(Saved data entries)
● ● ● ● ●

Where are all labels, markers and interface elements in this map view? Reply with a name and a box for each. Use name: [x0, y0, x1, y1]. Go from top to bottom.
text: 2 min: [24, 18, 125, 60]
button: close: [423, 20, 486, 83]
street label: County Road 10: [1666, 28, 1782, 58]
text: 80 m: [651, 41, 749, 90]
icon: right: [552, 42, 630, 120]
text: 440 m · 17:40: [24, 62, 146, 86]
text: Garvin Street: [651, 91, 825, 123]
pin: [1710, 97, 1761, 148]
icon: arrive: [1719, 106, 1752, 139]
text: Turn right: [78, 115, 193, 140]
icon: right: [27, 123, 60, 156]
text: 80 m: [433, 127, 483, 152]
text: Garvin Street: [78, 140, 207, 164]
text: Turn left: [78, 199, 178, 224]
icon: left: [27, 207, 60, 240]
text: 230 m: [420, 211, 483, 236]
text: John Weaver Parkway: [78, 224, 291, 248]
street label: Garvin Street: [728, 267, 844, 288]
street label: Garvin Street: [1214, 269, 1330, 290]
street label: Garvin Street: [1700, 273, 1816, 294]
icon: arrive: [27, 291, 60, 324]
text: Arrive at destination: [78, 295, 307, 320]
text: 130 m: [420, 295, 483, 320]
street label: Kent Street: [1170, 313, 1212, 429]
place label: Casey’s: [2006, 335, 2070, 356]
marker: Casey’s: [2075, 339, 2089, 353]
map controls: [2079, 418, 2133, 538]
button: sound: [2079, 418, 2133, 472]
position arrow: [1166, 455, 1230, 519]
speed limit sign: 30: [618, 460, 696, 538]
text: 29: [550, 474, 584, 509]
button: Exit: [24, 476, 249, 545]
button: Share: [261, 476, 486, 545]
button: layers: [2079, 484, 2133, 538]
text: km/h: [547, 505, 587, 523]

● ● ● ● ●

#### Requirement:
The lines that mention the word "button" should be pulled from the records above.

#### Output for this exercise:
button: close: [423, 20, 486, 83]
button: sound: [2079, 418, 2133, 472]
button: Exit: [24, 476, 249, 545]
button: Share: [261, 476, 486, 545]
button: layers: [2079, 484, 2133, 538]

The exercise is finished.